§ **Problem to solve**: Return each line of the material verbatim.

§ **Available data**:
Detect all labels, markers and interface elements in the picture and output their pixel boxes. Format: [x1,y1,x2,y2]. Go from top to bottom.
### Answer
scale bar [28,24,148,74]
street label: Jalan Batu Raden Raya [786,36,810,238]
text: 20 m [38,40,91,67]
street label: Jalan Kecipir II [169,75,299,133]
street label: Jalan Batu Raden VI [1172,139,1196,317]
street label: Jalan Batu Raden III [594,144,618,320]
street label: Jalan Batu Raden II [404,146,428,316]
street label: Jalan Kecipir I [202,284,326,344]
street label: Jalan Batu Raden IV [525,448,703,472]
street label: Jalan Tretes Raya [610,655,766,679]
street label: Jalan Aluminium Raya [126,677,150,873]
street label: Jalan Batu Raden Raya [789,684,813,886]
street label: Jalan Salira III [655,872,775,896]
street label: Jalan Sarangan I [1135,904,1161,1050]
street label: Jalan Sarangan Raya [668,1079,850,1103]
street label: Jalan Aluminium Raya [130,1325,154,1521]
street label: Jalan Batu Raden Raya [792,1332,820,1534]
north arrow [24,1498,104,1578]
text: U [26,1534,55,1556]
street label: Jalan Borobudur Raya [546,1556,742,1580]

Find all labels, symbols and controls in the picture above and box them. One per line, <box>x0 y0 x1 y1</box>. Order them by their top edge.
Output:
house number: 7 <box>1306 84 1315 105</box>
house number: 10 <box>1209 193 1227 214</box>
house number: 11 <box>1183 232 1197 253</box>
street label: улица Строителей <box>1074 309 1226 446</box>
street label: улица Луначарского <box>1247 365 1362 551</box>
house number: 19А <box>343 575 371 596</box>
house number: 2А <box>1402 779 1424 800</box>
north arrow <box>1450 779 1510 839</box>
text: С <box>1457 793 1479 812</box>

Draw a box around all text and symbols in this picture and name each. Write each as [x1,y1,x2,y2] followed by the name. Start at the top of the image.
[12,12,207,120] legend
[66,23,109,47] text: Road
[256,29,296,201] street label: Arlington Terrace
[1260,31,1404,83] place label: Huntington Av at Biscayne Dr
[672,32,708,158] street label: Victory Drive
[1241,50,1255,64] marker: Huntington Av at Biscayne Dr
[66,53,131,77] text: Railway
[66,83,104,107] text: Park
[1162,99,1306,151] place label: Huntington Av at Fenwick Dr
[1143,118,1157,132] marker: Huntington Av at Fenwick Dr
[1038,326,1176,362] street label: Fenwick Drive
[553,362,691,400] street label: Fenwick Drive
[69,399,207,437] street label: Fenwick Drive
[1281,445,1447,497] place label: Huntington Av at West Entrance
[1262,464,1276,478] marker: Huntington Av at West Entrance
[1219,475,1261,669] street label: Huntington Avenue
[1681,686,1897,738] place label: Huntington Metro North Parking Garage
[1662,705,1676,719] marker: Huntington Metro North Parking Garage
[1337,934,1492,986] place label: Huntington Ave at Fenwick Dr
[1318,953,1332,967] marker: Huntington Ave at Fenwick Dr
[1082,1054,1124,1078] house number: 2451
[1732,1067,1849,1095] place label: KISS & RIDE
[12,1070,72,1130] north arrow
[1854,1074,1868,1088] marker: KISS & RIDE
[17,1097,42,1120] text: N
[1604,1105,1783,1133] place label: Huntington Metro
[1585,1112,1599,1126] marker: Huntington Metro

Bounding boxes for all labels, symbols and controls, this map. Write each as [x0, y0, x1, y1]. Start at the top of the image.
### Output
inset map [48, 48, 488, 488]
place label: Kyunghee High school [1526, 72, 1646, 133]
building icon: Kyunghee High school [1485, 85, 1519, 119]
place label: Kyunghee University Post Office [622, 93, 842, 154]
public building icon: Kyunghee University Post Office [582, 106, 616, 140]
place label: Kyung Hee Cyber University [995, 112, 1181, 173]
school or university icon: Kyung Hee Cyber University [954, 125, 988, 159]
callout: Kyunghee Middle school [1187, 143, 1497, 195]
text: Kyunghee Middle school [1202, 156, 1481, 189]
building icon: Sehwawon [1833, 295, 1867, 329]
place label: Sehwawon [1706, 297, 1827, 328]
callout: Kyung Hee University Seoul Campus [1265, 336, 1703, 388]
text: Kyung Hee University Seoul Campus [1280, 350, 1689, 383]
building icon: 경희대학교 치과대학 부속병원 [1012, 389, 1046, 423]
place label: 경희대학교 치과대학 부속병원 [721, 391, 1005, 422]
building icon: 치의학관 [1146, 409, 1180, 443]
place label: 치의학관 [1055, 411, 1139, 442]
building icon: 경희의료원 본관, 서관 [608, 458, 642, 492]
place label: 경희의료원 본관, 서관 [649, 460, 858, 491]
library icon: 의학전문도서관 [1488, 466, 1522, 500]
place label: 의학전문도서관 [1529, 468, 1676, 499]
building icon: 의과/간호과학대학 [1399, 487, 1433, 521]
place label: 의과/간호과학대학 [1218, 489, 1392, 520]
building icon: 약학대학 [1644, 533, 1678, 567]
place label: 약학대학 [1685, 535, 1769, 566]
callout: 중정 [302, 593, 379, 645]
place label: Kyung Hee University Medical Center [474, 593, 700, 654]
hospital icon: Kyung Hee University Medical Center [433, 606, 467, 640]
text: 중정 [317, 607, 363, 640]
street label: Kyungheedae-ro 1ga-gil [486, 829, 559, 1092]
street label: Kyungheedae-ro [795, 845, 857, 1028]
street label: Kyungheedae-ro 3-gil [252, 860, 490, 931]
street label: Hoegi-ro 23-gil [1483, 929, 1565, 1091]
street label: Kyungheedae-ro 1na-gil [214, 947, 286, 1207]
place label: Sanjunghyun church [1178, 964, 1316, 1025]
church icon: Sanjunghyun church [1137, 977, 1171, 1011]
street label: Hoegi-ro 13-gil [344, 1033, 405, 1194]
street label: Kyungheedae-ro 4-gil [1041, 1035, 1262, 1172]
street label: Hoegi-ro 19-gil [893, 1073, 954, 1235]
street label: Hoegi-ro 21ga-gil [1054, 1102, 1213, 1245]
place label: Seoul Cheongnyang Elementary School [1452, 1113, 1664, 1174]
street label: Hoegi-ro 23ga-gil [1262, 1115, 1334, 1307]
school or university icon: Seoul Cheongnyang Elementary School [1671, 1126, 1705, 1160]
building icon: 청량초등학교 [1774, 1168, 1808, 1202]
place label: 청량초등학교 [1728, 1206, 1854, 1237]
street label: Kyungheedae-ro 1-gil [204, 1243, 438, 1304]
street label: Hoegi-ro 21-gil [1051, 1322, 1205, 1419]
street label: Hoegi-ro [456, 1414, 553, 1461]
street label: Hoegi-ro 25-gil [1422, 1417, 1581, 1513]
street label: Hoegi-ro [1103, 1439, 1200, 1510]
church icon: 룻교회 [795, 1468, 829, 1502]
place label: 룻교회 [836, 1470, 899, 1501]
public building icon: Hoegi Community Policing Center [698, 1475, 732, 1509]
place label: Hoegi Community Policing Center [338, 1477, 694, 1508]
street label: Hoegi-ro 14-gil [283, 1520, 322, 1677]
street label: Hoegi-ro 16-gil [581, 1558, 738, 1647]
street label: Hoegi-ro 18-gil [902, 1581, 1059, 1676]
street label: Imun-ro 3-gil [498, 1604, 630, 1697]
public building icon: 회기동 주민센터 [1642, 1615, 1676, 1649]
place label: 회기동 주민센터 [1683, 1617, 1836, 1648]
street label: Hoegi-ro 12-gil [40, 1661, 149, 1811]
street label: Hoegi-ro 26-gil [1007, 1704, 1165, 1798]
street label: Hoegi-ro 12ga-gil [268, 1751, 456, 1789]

§ **Problem solution**:
Detect all labels, markers and interface elements in the picture and output their pixel boxes. Format: [x1,y1,x2,y2]. Go from top to bottom.
### Answer
scale bar [28,24,148,74]
street label: Jalan Batu Raden Raya [786,36,810,238]
text: 20 m [38,40,91,67]
street label: Jalan Kecipir II [169,75,299,133]
street label: Jalan Batu Raden VI [1172,139,1196,317]
street label: Jalan Batu Raden III [594,144,618,320]
street label: Jalan Batu Raden II [404,146,428,316]
street label: Jalan Kecipir I [202,284,326,344]
street label: Jalan Batu Raden IV [525,448,703,472]
street label: Jalan Tretes Raya [610,655,766,679]
street label: Jalan Aluminium Raya [126,677,150,873]
street label: Jalan Batu Raden Raya [789,684,813,886]
street label: Jalan Salira III [655,872,775,896]
street label: Jalan Sarangan I [1135,904,1161,1050]
street label: Jalan Sarangan Raya [668,1079,850,1103]
street label: Jalan Aluminium Raya [130,1325,154,1521]
street label: Jalan Batu Raden Raya [792,1332,820,1534]
north arrow [24,1498,104,1578]
text: U [26,1534,55,1556]
street label: Jalan Borobudur Raya [546,1556,742,1580]

Find all labels, symbols and controls in the picture above and box them. One per line, <box>x0 y0 x1 y1</box>. Order them by their top edge.
Output:
house number: 7 <box>1306 84 1315 105</box>
house number: 10 <box>1209 193 1227 214</box>
house number: 11 <box>1183 232 1197 253</box>
street label: улица Строителей <box>1074 309 1226 446</box>
street label: улица Луначарского <box>1247 365 1362 551</box>
house number: 19А <box>343 575 371 596</box>
house number: 2А <box>1402 779 1424 800</box>
north arrow <box>1450 779 1510 839</box>
text: С <box>1457 793 1479 812</box>

Draw a box around all text and symbols in this picture and name each. Write each as [x1,y1,x2,y2] followed by the name. Start at the top of the image.
[12,12,207,120] legend
[66,23,109,47] text: Road
[256,29,296,201] street label: Arlington Terrace
[1260,31,1404,83] place label: Huntington Av at Biscayne Dr
[672,32,708,158] street label: Victory Drive
[1241,50,1255,64] marker: Huntington Av at Biscayne Dr
[66,53,131,77] text: Railway
[66,83,104,107] text: Park
[1162,99,1306,151] place label: Huntington Av at Fenwick Dr
[1143,118,1157,132] marker: Huntington Av at Fenwick Dr
[1038,326,1176,362] street label: Fenwick Drive
[553,362,691,400] street label: Fenwick Drive
[69,399,207,437] street label: Fenwick Drive
[1281,445,1447,497] place label: Huntington Av at West Entrance
[1262,464,1276,478] marker: Huntington Av at West Entrance
[1219,475,1261,669] street label: Huntington Avenue
[1681,686,1897,738] place label: Huntington Metro North Parking Garage
[1662,705,1676,719] marker: Huntington Metro North Parking Garage
[1337,934,1492,986] place label: Huntington Ave at Fenwick Dr
[1318,953,1332,967] marker: Huntington Ave at Fenwick Dr
[1082,1054,1124,1078] house number: 2451
[1732,1067,1849,1095] place label: KISS & RIDE
[12,1070,72,1130] north arrow
[1854,1074,1868,1088] marker: KISS & RIDE
[17,1097,42,1120] text: N
[1604,1105,1783,1133] place label: Huntington Metro
[1585,1112,1599,1126] marker: Huntington Metro

Bounding boxes for all labels, symbols and controls, this map. Write each as [x0, y0, x1, y1]. Start at the top of the image.
### Output
inset map [48, 48, 488, 488]
place label: Kyunghee High school [1526, 72, 1646, 133]
building icon: Kyunghee High school [1485, 85, 1519, 119]
place label: Kyunghee University Post Office [622, 93, 842, 154]
public building icon: Kyunghee University Post Office [582, 106, 616, 140]
place label: Kyung Hee Cyber University [995, 112, 1181, 173]
school or university icon: Kyung Hee Cyber University [954, 125, 988, 159]
callout: Kyunghee Middle school [1187, 143, 1497, 195]
text: Kyunghee Middle school [1202, 156, 1481, 189]
building icon: Sehwawon [1833, 295, 1867, 329]
place label: Sehwawon [1706, 297, 1827, 328]
callout: Kyung Hee University Seoul Campus [1265, 336, 1703, 388]
text: Kyung Hee University Seoul Campus [1280, 350, 1689, 383]
building icon: 경희대학교 치과대학 부속병원 [1012, 389, 1046, 423]
place label: 경희대학교 치과대학 부속병원 [721, 391, 1005, 422]
building icon: 치의학관 [1146, 409, 1180, 443]
place label: 치의학관 [1055, 411, 1139, 442]
building icon: 경희의료원 본관, 서관 [608, 458, 642, 492]
place label: 경희의료원 본관, 서관 [649, 460, 858, 491]
library icon: 의학전문도서관 [1488, 466, 1522, 500]
place label: 의학전문도서관 [1529, 468, 1676, 499]
building icon: 의과/간호과학대학 [1399, 487, 1433, 521]
place label: 의과/간호과학대학 [1218, 489, 1392, 520]
building icon: 약학대학 [1644, 533, 1678, 567]
place label: 약학대학 [1685, 535, 1769, 566]
callout: 중정 [302, 593, 379, 645]
place label: Kyung Hee University Medical Center [474, 593, 700, 654]
hospital icon: Kyung Hee University Medical Center [433, 606, 467, 640]
text: 중정 [317, 607, 363, 640]
street label: Kyungheedae-ro 1ga-gil [486, 829, 559, 1092]
street label: Kyungheedae-ro [795, 845, 857, 1028]
street label: Kyungheedae-ro 3-gil [252, 860, 490, 931]
street label: Hoegi-ro 23-gil [1483, 929, 1565, 1091]
street label: Kyungheedae-ro 1na-gil [214, 947, 286, 1207]
place label: Sanjunghyun church [1178, 964, 1316, 1025]
church icon: Sanjunghyun church [1137, 977, 1171, 1011]
street label: Hoegi-ro 13-gil [344, 1033, 405, 1194]
street label: Kyungheedae-ro 4-gil [1041, 1035, 1262, 1172]
street label: Hoegi-ro 19-gil [893, 1073, 954, 1235]
street label: Hoegi-ro 21ga-gil [1054, 1102, 1213, 1245]
place label: Seoul Cheongnyang Elementary School [1452, 1113, 1664, 1174]
street label: Hoegi-ro 23ga-gil [1262, 1115, 1334, 1307]
school or university icon: Seoul Cheongnyang Elementary School [1671, 1126, 1705, 1160]
building icon: 청량초등학교 [1774, 1168, 1808, 1202]
place label: 청량초등학교 [1728, 1206, 1854, 1237]
street label: Kyungheedae-ro 1-gil [204, 1243, 438, 1304]
street label: Hoegi-ro 21-gil [1051, 1322, 1205, 1419]
street label: Hoegi-ro [456, 1414, 553, 1461]
street label: Hoegi-ro 25-gil [1422, 1417, 1581, 1513]
street label: Hoegi-ro [1103, 1439, 1200, 1510]
church icon: 룻교회 [795, 1468, 829, 1502]
place label: 룻교회 [836, 1470, 899, 1501]
public building icon: Hoegi Community Policing Center [698, 1475, 732, 1509]
place label: Hoegi Community Policing Center [338, 1477, 694, 1508]
street label: Hoegi-ro 14-gil [283, 1520, 322, 1677]
street label: Hoegi-ro 16-gil [581, 1558, 738, 1647]
street label: Hoegi-ro 18-gil [902, 1581, 1059, 1676]
street label: Imun-ro 3-gil [498, 1604, 630, 1697]
public building icon: 회기동 주민센터 [1642, 1615, 1676, 1649]
place label: 회기동 주민센터 [1683, 1617, 1836, 1648]
street label: Hoegi-ro 12-gil [40, 1661, 149, 1811]
street label: Hoegi-ro 26-gil [1007, 1704, 1165, 1798]
street label: Hoegi-ro 12ga-gil [268, 1751, 456, 1789]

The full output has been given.